YOUR GOAL: Each record should be output exactly, with every character kept.

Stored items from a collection
-------

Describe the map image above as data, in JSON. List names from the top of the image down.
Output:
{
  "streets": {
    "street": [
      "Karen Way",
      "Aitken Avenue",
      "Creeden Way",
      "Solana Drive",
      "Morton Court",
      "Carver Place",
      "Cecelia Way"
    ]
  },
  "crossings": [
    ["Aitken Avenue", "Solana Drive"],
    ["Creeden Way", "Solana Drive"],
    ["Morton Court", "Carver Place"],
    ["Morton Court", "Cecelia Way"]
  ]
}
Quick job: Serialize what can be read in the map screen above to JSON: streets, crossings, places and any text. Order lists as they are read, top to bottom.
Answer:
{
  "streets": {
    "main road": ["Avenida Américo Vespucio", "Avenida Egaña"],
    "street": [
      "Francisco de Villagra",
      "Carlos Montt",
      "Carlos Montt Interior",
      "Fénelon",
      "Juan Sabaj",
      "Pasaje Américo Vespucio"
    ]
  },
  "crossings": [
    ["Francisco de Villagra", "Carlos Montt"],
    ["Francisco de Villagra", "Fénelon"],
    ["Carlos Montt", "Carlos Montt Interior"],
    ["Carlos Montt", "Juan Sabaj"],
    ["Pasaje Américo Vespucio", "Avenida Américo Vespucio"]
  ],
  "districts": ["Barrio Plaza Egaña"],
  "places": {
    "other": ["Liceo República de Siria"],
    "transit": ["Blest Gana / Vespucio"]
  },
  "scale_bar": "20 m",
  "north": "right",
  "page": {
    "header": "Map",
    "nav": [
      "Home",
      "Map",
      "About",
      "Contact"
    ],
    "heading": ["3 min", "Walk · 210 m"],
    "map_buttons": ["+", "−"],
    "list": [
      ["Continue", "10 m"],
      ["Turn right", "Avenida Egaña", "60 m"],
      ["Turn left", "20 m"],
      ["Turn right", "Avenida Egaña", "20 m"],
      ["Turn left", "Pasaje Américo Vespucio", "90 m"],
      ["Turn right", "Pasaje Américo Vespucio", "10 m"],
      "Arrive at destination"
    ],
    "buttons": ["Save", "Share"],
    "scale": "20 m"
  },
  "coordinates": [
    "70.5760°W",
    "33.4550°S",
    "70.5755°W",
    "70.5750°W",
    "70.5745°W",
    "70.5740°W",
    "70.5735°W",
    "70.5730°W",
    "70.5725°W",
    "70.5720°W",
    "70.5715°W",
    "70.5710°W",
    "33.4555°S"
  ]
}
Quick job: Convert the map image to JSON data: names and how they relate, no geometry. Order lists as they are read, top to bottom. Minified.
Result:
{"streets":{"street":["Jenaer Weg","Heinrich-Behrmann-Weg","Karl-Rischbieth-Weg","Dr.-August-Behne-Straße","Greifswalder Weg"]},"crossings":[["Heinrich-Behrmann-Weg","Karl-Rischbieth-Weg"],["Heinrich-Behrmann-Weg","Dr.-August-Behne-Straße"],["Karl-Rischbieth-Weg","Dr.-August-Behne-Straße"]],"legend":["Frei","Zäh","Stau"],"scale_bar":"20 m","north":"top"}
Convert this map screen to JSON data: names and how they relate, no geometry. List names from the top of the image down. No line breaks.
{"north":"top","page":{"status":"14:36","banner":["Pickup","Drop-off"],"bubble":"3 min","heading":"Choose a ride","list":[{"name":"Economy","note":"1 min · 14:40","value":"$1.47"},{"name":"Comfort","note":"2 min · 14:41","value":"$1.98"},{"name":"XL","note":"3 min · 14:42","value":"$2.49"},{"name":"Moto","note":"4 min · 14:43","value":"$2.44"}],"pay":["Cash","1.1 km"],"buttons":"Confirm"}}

-------

RESPONSE AREA:
Describe the map image above as data, in JSON. List names from the top of the image down.
Output:
{
  "streets": {
    "street": [
      "Karen Way",
      "Aitken Avenue",
      "Creeden Way",
      "Solana Drive",
      "Morton Court",
      "Carver Place",
      "Cecelia Way"
    ]
  },
  "crossings": [
    ["Aitken Avenue", "Solana Drive"],
    ["Creeden Way", "Solana Drive"],
    ["Morton Court", "Carver Place"],
    ["Morton Court", "Cecelia Way"]
  ]
}
Quick job: Serialize what can be read in the map screen above to JSON: streets, crossings, places and any text. Order lists as they are read, top to bottom.
Answer:
{
  "streets": {
    "main road": ["Avenida Américo Vespucio", "Avenida Egaña"],
    "street": [
      "Francisco de Villagra",
      "Carlos Montt",
      "Carlos Montt Interior",
      "Fénelon",
      "Juan Sabaj",
      "Pasaje Américo Vespucio"
    ]
  },
  "crossings": [
    ["Francisco de Villagra", "Carlos Montt"],
    ["Francisco de Villagra", "Fénelon"],
    ["Carlos Montt", "Carlos Montt Interior"],
    ["Carlos Montt", "Juan Sabaj"],
    ["Pasaje Américo Vespucio", "Avenida Américo Vespucio"]
  ],
  "districts": ["Barrio Plaza Egaña"],
  "places": {
    "other": ["Liceo República de Siria"],
    "transit": ["Blest Gana / Vespucio"]
  },
  "scale_bar": "20 m",
  "north": "right",
  "page": {
    "header": "Map",
    "nav": [
      "Home",
      "Map",
      "About",
      "Contact"
    ],
    "heading": ["3 min", "Walk · 210 m"],
    "map_buttons": ["+", "−"],
    "list": [
      ["Continue", "10 m"],
      ["Turn right", "Avenida Egaña", "60 m"],
      ["Turn left", "20 m"],
      ["Turn right", "Avenida Egaña", "20 m"],
      ["Turn left", "Pasaje Américo Vespucio", "90 m"],
      ["Turn right", "Pasaje Américo Vespucio", "10 m"],
      "Arrive at destination"
    ],
    "buttons": ["Save", "Share"],
    "scale": "20 m"
  },
  "coordinates": [
    "70.5760°W",
    "33.4550°S",
    "70.5755°W",
    "70.5750°W",
    "70.5745°W",
    "70.5740°W",
    "70.5735°W",
    "70.5730°W",
    "70.5725°W",
    "70.5720°W",
    "70.5715°W",
    "70.5710°W",
    "33.4555°S"
  ]
}
Quick job: Convert the map image to JSON data: names and how they relate, no geometry. Order lists as they are read, top to bottom. Minified.
Result:
{"streets":{"street":["Jenaer Weg","Heinrich-Behrmann-Weg","Karl-Rischbieth-Weg","Dr.-August-Behne-Straße","Greifswalder Weg"]},"crossings":[["Heinrich-Behrmann-Weg","Karl-Rischbieth-Weg"],["Heinrich-Behrmann-Weg","Dr.-August-Behne-Straße"],["Karl-Rischbieth-Weg","Dr.-August-Behne-Straße"]],"legend":["Frei","Zäh","Stau"],"scale_bar":"20 m","north":"top"}
Convert this map screen to JSON data: names and how they relate, no geometry. List names from the top of the image down. No line breaks.
{"north":"top","page":{"status":"14:36","banner":["Pickup","Drop-off"],"bubble":"3 min","heading":"Choose a ride","list":[{"name":"Economy","note":"1 min · 14:40","value":"$1.47"},{"name":"Comfort","note":"2 min · 14:41","value":"$1.98"},{"name":"XL","note":"3 min · 14:42","value":"$2.49"},{"name":"Moto","note":"4 min · 14:43","value":"$2.44"}],"pay":["Cash","1.1 km"],"buttons":"Confirm"}}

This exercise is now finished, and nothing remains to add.